Commence un de mes jeux préférés : le premier qui n’émet pas d’hypothèse apporte le petit-déjeuner la semaine suivante. Un jeu très stimulant !
— Brad ?
— J’ai déjà donné une piste : c’est une barge. Une folle, quoi.
— Pitt ?
— Pareil, c’est le cerveau
— Bon, vu votre niveau médical, la réponse est correcte.
— Alexia ?
— Conversion hystérique.
— Pff ! Ça fait double emploi avec « c’est une barge », non ?
— Non, une barge c’est un trait de personnalité. Une conversion hystérique, c’est un vrai diagnostic.
— OK. Sébastien ?
— Une allergie : elle se fait piquer par un insecte, elle l’a déjà été il y a quelques mois par une guêpe. La baisse de tension explique le malaise. Comme celle-ci persiste, son cerveau est mal irrigué et elle convulse.
— Pas mal. Intéressant, même. Mais à 3 heures du matin ? À cette heure-là, les guêpes dorment…
— Et les taons ? poursuit notre juriste.
— Oui, chef, là, c’est vrai, même à 3 heures du matin, il y en a plein dans les boîtes ! s’esclaffe Brad.
— Des taons ?
— Ben oui, chef, des thons ! Des thons en boîte !
— C’est fin ! Non, on peut raisonnablement éliminer un insecte ou un animal. Marie, à vous.
— Non, chef, moi, ça ne compte pas, je connais tout le dossier. Des hypothèses, il y en a dix pages possibles et je les connais par cœur…
— Hou là, tant que cela ? Bon, OK, Marie est dispensée. On poursuit.
Marie reprend son histoire. Une histoire terrifiante. Ses phrases courtes résument à grands traits une situation qui se complique d’heure en heure. Après une courte pause grâce au traitement anticonvulsivant, les myoclonies reprennent de plus belle. Au point que les médecins de l’hôpital, se sentant dépassés par le cas de Jenny, décident, en fin de matinée, de la faire transférer en réanimation au CHU de Poitiers.
Le tableau blanc n’est plus vierge et la liste s’allonge. « Cerveau » est entouré d’un grand cercle rouge. Tout tourne autour de ce mot.

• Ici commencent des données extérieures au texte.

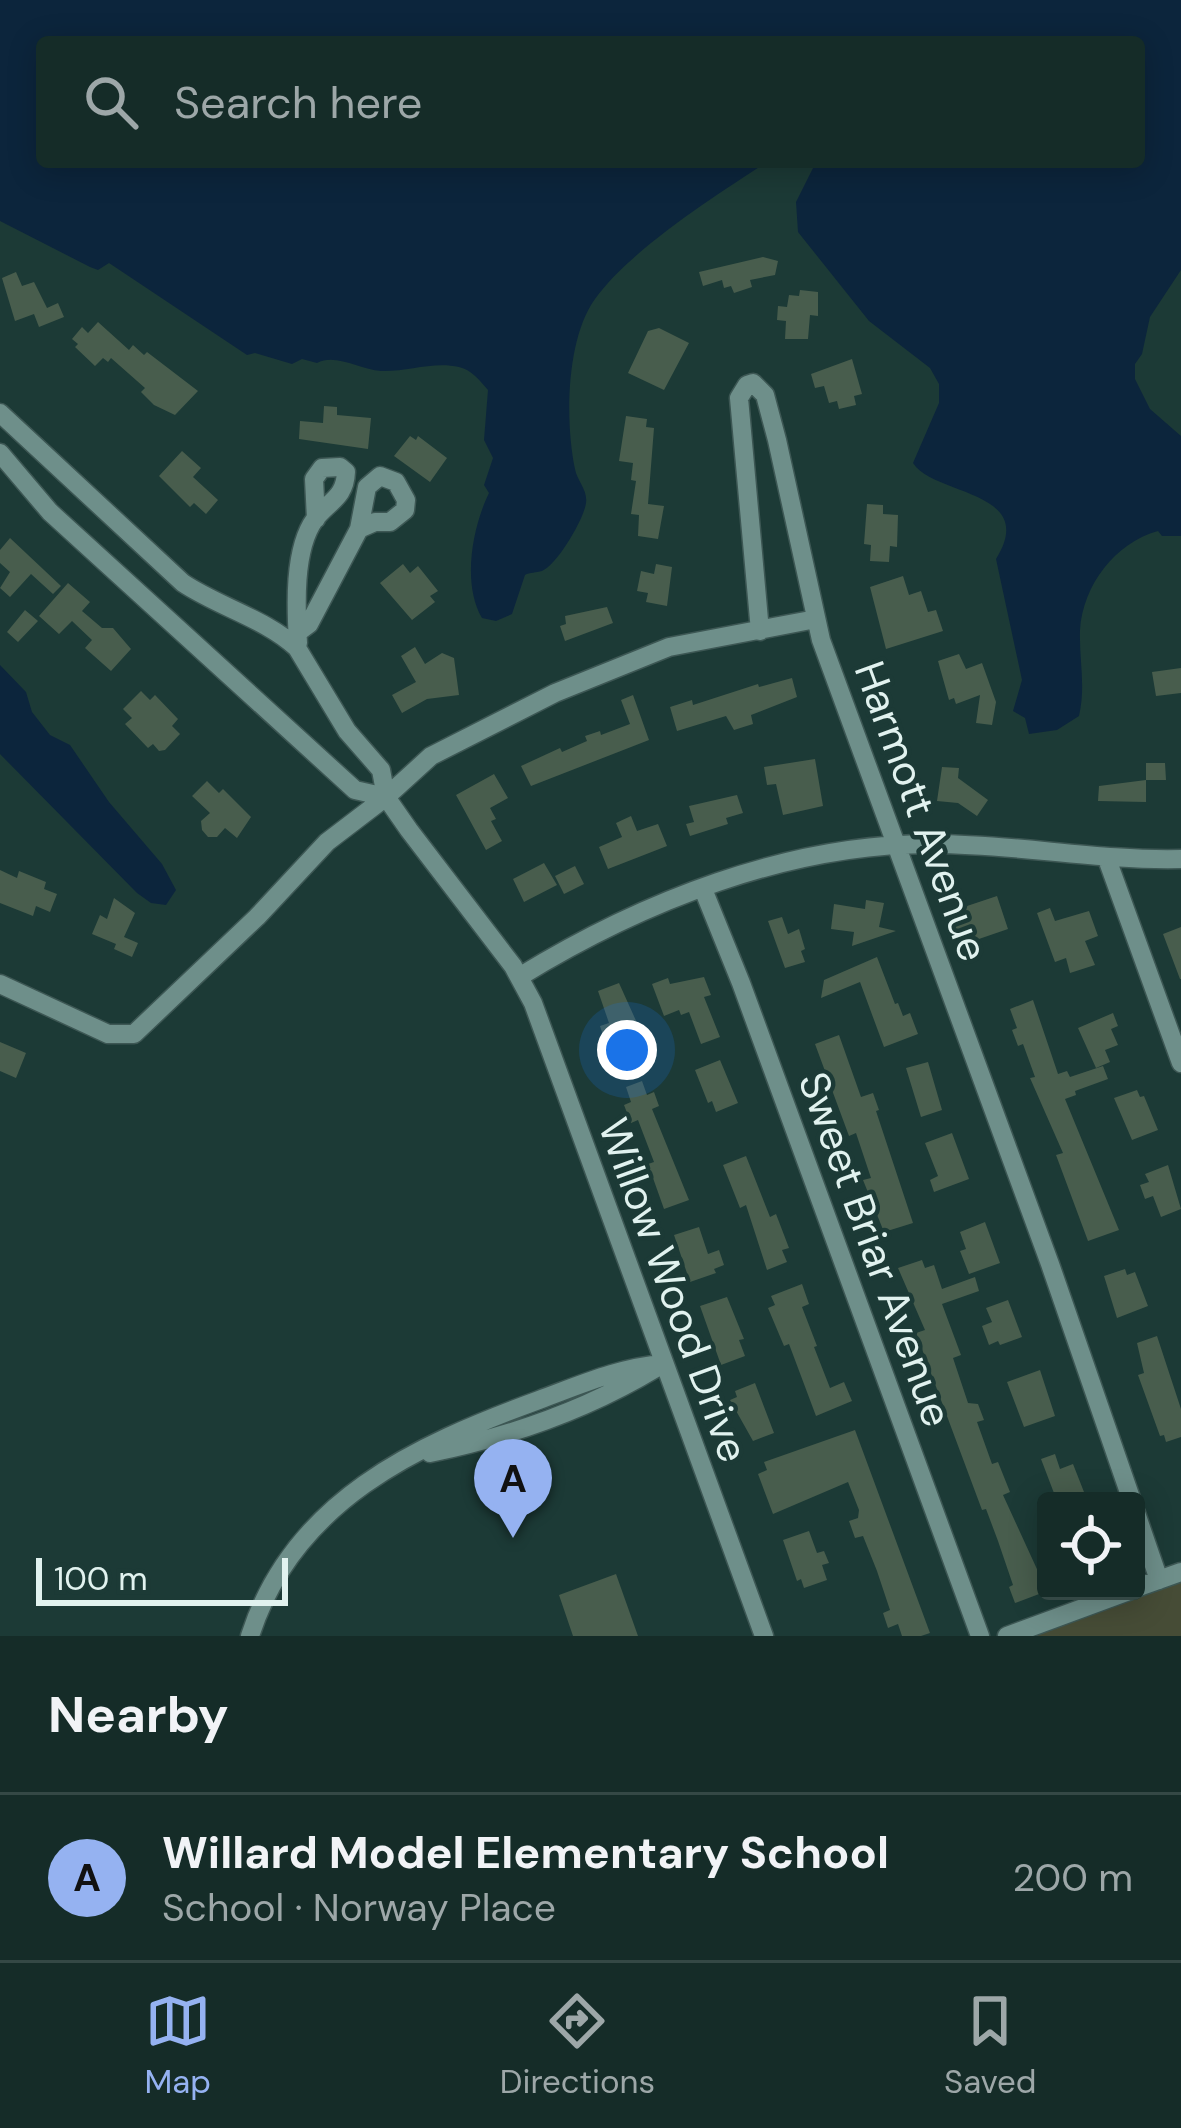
<!DOCTYPE html>
<html lang="en">
<head>
<meta charset="utf-8">
<style>
  :root { --surface:#152c28; --page:#1e3430; --text:#f1f3f6; --muted:#9da7a8; --line:#344845; --accent:#95b2f1 }
  body { margin:0; font-family:"DM Sans",sans-serif; background:var(--page); color:var(--text) }
  .controls { position:absolute; right:36px; bottom:36px; display:grid; overflow:hidden; border-radius:12px; box-shadow:0 6px 30px #0003 }
  .controls button { width:108px; height:108px; display:grid; place-items:center; padding:0; border:0; border-bottom:3px solid var(--line); background:var(--surface); color:var(--text); font:60px sans-serif }
  .scale { position:absolute; left:36px; bottom:30px; width:252px; box-sizing:border-box; padding-left:12px; border:6px solid #e1f2ef; border-top:0; font-size:33px; line-height:42px; white-space:nowrap; color:#e1f2ef; -webkit-text-stroke:9px #1c3a36; paint-order:stroke }
  .you { position:absolute; left:627px; top:1050px; width:42px; height:42px; margin:-30px; border:9px solid #fff; border-radius:50%; background:#1a73e8; box-shadow:0 0 0 18px #1a73e833 }
  .badge { display:grid; place-items:center; width:78px; height:78px; border-radius:50%; background:var(--accent); color:#111; font-size:39px; font-weight:700 }
  .pin { position:absolute; translate:-50% -99px; filter:drop-shadow(0 3px 6px #0008) }
  .pin::after { content:''; position:absolute; top:63px; width:42px; height:36px; background:inherit; clip-path:polygon(0 0,100% 0,50% 100%) }
  .list { margin:0; padding:0; list-style:none }
  h2 { display:flex; justify-content:space-between; align-items:center; height:156px; margin:0; padding:0 48px; font-size:51px }
  h2 small { font-size:39px; font-weight:400; color:var(--muted) }
  .list li { display:grid; grid-template-columns:78px 1fr auto; gap:36px; align-items:center; box-sizing:border-box; height:168px; padding:0 48px; border-top:3px solid var(--line) }
  .list b { display:block; font-size:45px; white-space:nowrap }
  .list p { margin:0; font-size:39px; white-space:nowrap; color:var(--muted) }
  .list em { font-size:39px; font-style:normal; color:var(--muted) }
  .icon { flex:none; width:66px; height:66px; fill:none; stroke:currentColor; stroke-width:2; stroke-linecap:round; stroke-linejoin:round }
  .map { position:relative; flex:none; width:1181px; height:1636px; overflow:hidden }
  .search { position:absolute; background:var(--surface); box-shadow:0 6px 30px #0003; left:36px; right:36px; top:36px; height:132px; display:flex; align-items:center; gap:30px; box-sizing:border-box; padding:0 42px; border-radius:12px; color:var(--muted); font-size:45px }
  .sheet { height:324px; background:var(--surface) }
  nav { display:flex; justify-content:space-around; align-items:center; box-sizing:border-box; height:168px; border-top:3px solid var(--line); background:var(--surface); font-size:33px; color:var(--muted) }
  nav a { display:grid; justify-items:center; gap:6px }
  nav .on { color:var(--accent) }
  .map>svg:first-child { display:block }
</style>
</head>
<body>
<div class="map">
<svg width="1181" height="1636" viewBox="0 0 1181 1636">
  <rect width="100%" height="100%" fill="#1c3a36"/>
  <!-- green -->
  <path fill="#464c36" d="M1181,1571V1636H1002Z"/>
  <!-- water -->
  <path fill="#0c253c" d="M0,0H1181V270L1150,317L1142,354L1135,364V379L1150,409L1181,436V536H1162L1158,531C1115,543 1083,585 1080,630C1079,660 1086,686 1079,716L1057,730L1029,734L1025,718L1013,711L1022,680L996,559C1039,490 934,496 913,463L939,403V384L930,368L869,321L798,232L796,202L814,166L810,162H1139V42H42V162H767C716,195 630,250 595,299C566,339 565,422 575,469C577,481 588,490 586,503C584,519 557,565 542,571C536,573 530,572 525,575L512,614L496,621L482,618C462,584 472,528 489,493L484,485L493,458L484,440L488,390C480,381 472,370 459,367C433,361 407,372 381,371C360,370 336,353 317,363L302,359L292,364L255,353L247,355L109,263L98,270L90,267L0,221Z
    M0,665L26,692L32,712L50,735L70,745L109,802L162,864L176,890L166,905L151,903L137,893L0,754Z"/>
  <!-- building -->
  <path fill="#485d4d" d="M763,257L778,261L775,275L750,280L752,287L734,293L731,286L724,288L722,280L703,286L699,272Z
    M16,272L22,286L34,282L47,308L58,303L64,317L39,327L34,314L15,321L2,278Z
    M800,290L818,292V316L810,315L808,339H785L786,321L777,320L778,306L787,307L789,295L799,296Z
    M98,322L129,350L133,345L144,355L147,352L198,391L175,415L154,405L141,392L145,388L111,358L108,362L103,358L95,366L75,347L78,344L72,339L82,327L88,333Z
    M659,328L689,343L664,390L628,373L648,331Z
    M852,359L862,394L854,396L856,405L839,409L837,401L829,403L824,386L815,388L811,374Z
    M324,406L337,407V415L371,418L368,449L299,439L300,421L323,423Z
    M626,416L647,419L646,427L654,428L648,504L664,506L658,539L638,536L639,515L631,514L636,481L631,480L633,463L619,461Z
    M410,436L416,440L418,436L447,458L430,482L394,456Z
    M182,451L201,468L193,477L218,500L206,514L194,503L190,507L159,476Z
    M867,504L883,505V514L898,515L897,547L890,546L889,562L870,561L871,545L864,544Z
    M10,538L61,586L53,594L31,574L10,597L0,588L10,572L0,563V550Z
    M403,564L410,573L418,566L438,591L430,596L435,602L412,620L380,583Z
    M656,564L672,567L667,606L646,602L648,593L637,591L641,571L654,574Z
    M903,576L909,595L921,591L928,612L936,610L943,631L886,649L870,587Z
    M68,583L90,602L82,611L102,628H113L131,649L111,671L85,648L92,640L72,621L59,634L39,616Z
    M607,607L613,623L565,641L560,626L566,624L565,616Z
    M25,610L38,621L18,642L7,632Z
    M415,647L425,664L442,653L454,658L459,695L427,699L402,713L392,695L416,682L401,656Z
    M959,654L966,669L982,663L996,702L992,725L976,723L980,695L956,704L954,698L949,700L938,661Z
    M1181,668V693L1156,696L1152,672Z
    M792,678L797,697L751,715L753,724L734,730L726,716L677,731L670,707L692,700L693,705L758,684L759,687Z
    M141,691L150,700L155,695L178,719L172,726L180,734L165,750L159,751L153,744L148,748L125,724L132,718L123,709Z
    M633,695L649,740L531,786L521,766L560,748L562,752L587,741L585,736L600,731L601,735L630,724L621,700Z
    M815,759L823,806L783,815L776,784L767,785L764,767Z
    M1146,763H1165L1166,780H1146V802L1098,801L1099,786L1146,780Z
    M942,767L959,768L958,778L988,800L977,816L958,803L937,801Z
    M494,774L508,798L490,808L496,819L491,821L502,841L486,850L456,795Z
    M207,781L219,793L223,789L251,817L237,838L225,828L217,837H208L202,830L201,821L210,813L192,796Z
    M737,795L743,813L726,818L728,824L690,836L686,824L694,822L689,806Z
    M631,816L637,831L658,824L667,846L608,869L599,847L622,837L616,823Z
    M544,863L557,885L524,902L513,879Z
    M575,866L584,884L564,894L555,876Z
    M0,870L17,878L19,871L46,882L44,889L57,894L50,912L36,906L33,916L0,903Z
    M997,896L1008,929L976,940L979,948L963,954L954,926L955,920L964,917L961,908Z
    M114,898L135,913L124,937L138,943L132,957L114,949L116,944L92,934L100,915L107,919Z
    M866,900L884,903L879,927L896,931L852,946L854,932L831,929L834,904L865,909Z
    M1050,908L1055,921L1089,911L1098,936L1085,941L1095,965L1070,973L1066,958L1055,962L1037,913Z
    M782,917L788,934L799,929L805,949L801,951L805,962L785,968L768,921Z
    M1181,927V979H1180L1163,934Z
    M877,957L895,1004L898,1003L903,1016L910,1013L918,1034L884,1047L860,982L821,998L824,980Z
    M704,977L711,995L704,997L720,1037L701,1044L689,1012L681,1015L679,1010L664,1016L652,984L668,978L670,984Z
    M619,983L651,1054L634,1060L625,1038L606,1045L600,1026L609,1023L598,991Z
    M1033,1000L1058,1074L1067,1071L1070,1077L1103,1066L1108,1079L1075,1091L1076,1095L1065,1099L1119,1230L1088,1241L1056,1155L1063,1153L1030,1078L1035,1077L1023,1044L1018,1046L1012,1030L1017,1028L1010,1009Z
    M1113,1013L1118,1026L1111,1029L1118,1045L1105,1050L1110,1062L1096,1068L1078,1028Z
    M839,1035L861,1097L873,1093L879,1110L876,1111L913,1223L884,1232L863,1180L871,1178L856,1133L849,1136L815,1044Z
    M0,1042L26,1053L16,1078L0,1071Z
    M720,1060L738,1103L716,1112L712,1101L708,1103L695,1070Z
    M928,1062L942,1110L921,1117L906,1068Z
    M642,1081L647,1095L654,1092L659,1106L652,1109L689,1200L664,1209L648,1164L654,1162L638,1120L631,1123L624,1105L631,1102L626,1087Z
    M1137,1090L1140,1097L1144,1096L1158,1130L1132,1140L1114,1098Z
    M952,1133L969,1179L934,1192L930,1180L938,1176L925,1143Z
    M746,1156L770,1217L776,1214L789,1248L782,1250L787,1262L767,1270L746,1205L740,1208L723,1165Z
    M1168,1165L1181,1209L1161,1217L1153,1196L1145,1199L1140,1185L1149,1182L1145,1174Z
    M985,1222L1000,1263L969,1274L960,1251L966,1249L960,1232Z
    M699,1227L708,1254L719,1250L724,1265L714,1269L716,1273L690,1282L674,1235Z
    M922,1260L925,1268L934,1265L942,1289L975,1277L979,1291L942,1304L961,1355L953,1358L968,1403L978,1404L984,1420L977,1422L992,1464L998,1462L1010,1492L1003,1495L1047,1591L1015,1603L1009,1587L1013,1585L998,1541L986,1509L982,1510L916,1333L925,1330L898,1268Z
    M1125,1269L1127,1275L1135,1272L1148,1306L1117,1318L1104,1276Z
    M802,1284L809,1304L802,1307L817,1346L814,1347L830,1388L844,1382L852,1401L816,1416L789,1344L784,1346L768,1308L775,1305L771,1296Z
    M727,1297L744,1339L739,1340L745,1356L721,1365L700,1306Z
    M1008,1300L1022,1337L1000,1345L998,1341L989,1345L982,1326L992,1322L986,1308Z
    M1157,1336L1181,1409V1437L1166,1442L1164,1435L1160,1436L1138,1375L1144,1373L1137,1343Z
    M1040,1370L1055,1416L1024,1427L1007,1382Z
    M755,1383L774,1433L753,1441L730,1400L737,1397L735,1391Z
    M855,1430L930,1633L921,1636H902L898,1624L888,1628L883,1613L890,1610L877,1571L863,1536L855,1538L849,1521L858,1518L859,1510L848,1482L773,1514L758,1474L767,1470L764,1462Z
    M1055,1454L1060,1469L1073,1464L1084,1492L1057,1501L1041,1459Z
    M809,1531L817,1553L824,1551L829,1563L822,1565L827,1580L804,1588L801,1579L797,1581L783,1540Z
    M616,1574L638,1636H573L559,1595Z"/>
  <g fill="none" stroke-linecap="round" stroke-linejoin="round">
    <!-- minor casing -->
    <g stroke="#3d5754" stroke-width="21">
      <path id="minor" d="M0,413L183,583C219,607 266,619 297,648L347,731L381,770L386,797L409,830L513,966L533,1003L764,1636
        M0,453L50,512L355,790L386,797
        M760,631L739,398L747,385L753,383L765,395L777,440L821,640L1050,1264L1132,1501
        M297,633L309,624L359,529L375,522H390L405,510L406,500L396,482L380,476L367,487L359,529
        M298,643C296,608 293,549 315,519C329,501 345,498 346,472L340,467L322,468L314,479L316,519
        M1107,859L1181,1063
        M703,889L741,983L980,1636
        M519,977C641,902 789,843 934,844C1017,844 1098,861 1181,859
        M0,984L108,1034H134L257,917L327,842L386,797L431,756L555,693L669,647L816,619
        M430,1453C508,1437 588,1409 656,1368
        M1136,1513L1159,1580
        M1136,1588L1181,1572
        M250,1636C293,1501 416,1445 539,1400C580,1385 620,1367 664,1364
        M1007,1636L1129,1591"/>
    </g>
    <!-- minor -->
    <use href="#minor" stroke="#6e8f8a" stroke-width="18"/>
  </g>
  <g text-anchor="middle" stroke-width="9" stroke-linejoin="round" paint-order="stroke">
    <!-- street labels -->
    <g font-size="42" fill="#e1f2ef" stroke="#1c3a36">
      <text transform="translate(922 811) rotate(70)" y="15">Harmott Avenue</text>
      <text transform="translate(876 1249) rotate(70)" y="15">Sweet Briar Avenue</text>
      <text transform="translate(674 1290) rotate(70)" y="15">Willow Wood Drive</text>
    </g>
  </g>
</svg>
<div class="controls">
<button><svg class="icon" aria-label="locate" viewBox="0 0 24 24"><circle cx="12" cy="12" r="6"/><path d="M12 2v4M12 18v4M2 12h4M18 12h4"/></svg></button>
</div>
<div class="scale">100 m</div>
<div class="you"></div>
<div class="pin badge" style="left:513px;top:1538px">A</div>
<div class="search"><svg class="icon" aria-label="search" viewBox="0 0 24 24"><circle cx="10" cy="10" r="6"/><path d="M15 15l6 6"/></svg>Search here</div>
</div>
<section class="sheet">
<h2>Nearby<small></small></h2>
<ul class="list">
<li><span class="badge">A</span><div><b>Willard Model Elementary School</b><p>School · Norway Place</p></div><em>200 m</em></li>
</ul>
</section>
<nav>
<a class="on"><svg class="icon" aria-label="map" viewBox="0 0 24 24"><path d="M3 6l6-2 6 2 6-2v14l-6 2-6-2-6 2zM9 4v14M15 6v14"/></svg>Map</a>
<a><svg class="icon" aria-label="directions" viewBox="0 0 24 24"><path d="M12 3l9 9-9 9-9-9zM9 14v-3h6M13 9l2 2-2 2"/></svg>Directions</a>
<a><svg class="icon" aria-label="saved" viewBox="0 0 24 24"><path d="M7 4h10v16l-5-4-5 4z"/></svg>Saved</a>
</nav>
</body>
</html>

À l’admission, l’interne de réanimation ne note rien de plus que ce que nous savons déjà. La belle brûlure au second degré est bien là, bien nette, bien ronde, de 5 millimètres de diamètre, avec à la pression un petit point de saignement central. Comme une piqûre recouverte par une brûlure. Quelques examens de routine sont demandés, histoire de vérifier encore les paramètres biologiques déjà contrôlés à deux reprises dans deux hôpitaux différents. Mais on ne sait jamais. Puis Jenny se fait oublier, dans sa somnolence et dans son lit, jusqu’à ce qu’un grand fracas alerte le personnel.
Marie note sur le tableau : « 13 heures, crise convulsive ».
— Bon, moi, je dis que c’est une épilepsie, s’exclame un peu rapidement Brad.
— Faut savoir ! C’est une dingue ou une épileptique ? Vous trichez ! Pour vous, c’était une histoire de diiiingue ! C’est diiiingue, cette histoire !
— J’ai le droit de changer d’avis, non ?
— Non. Moi, j’ai le droit, pas vous.
— Et pourquoi ?
— Parce que j’ai besoin qu’il y en ait un qui pense que c’est une dingue. Voilà pourquoi. Donc vous, Brad, vous êtes la dingue.
Éclat de rire général.
— Pff ! Tu parles d’un rôle !
— Alors, moi, je suis le cerveau ? s’interroge Pitt.
— Hum… en quelque sorte. Mais prenez pas la grosse tête : vous êtes un cerveau naïf, n’oubliez pas ! Bon, Marie, elle est comment, cette crise ?
Les infirmières qui accourent trouvent une malade aux yeux révulsés, la tête rejetée en arrière, agitée de mouvements incontrôlés. Comme dans les séries télévisées, au moment crucial. Sauf qu’ici la famille n’est pas là pour assister à l’agitation médicale !
L’électroencéphalogramme réalisé dans l’urgence ne révèle aucune trace de foyer épileptogène. Le scanner du cerveau, lui aussi obtenu dans la foulée, est normal. La crise passe.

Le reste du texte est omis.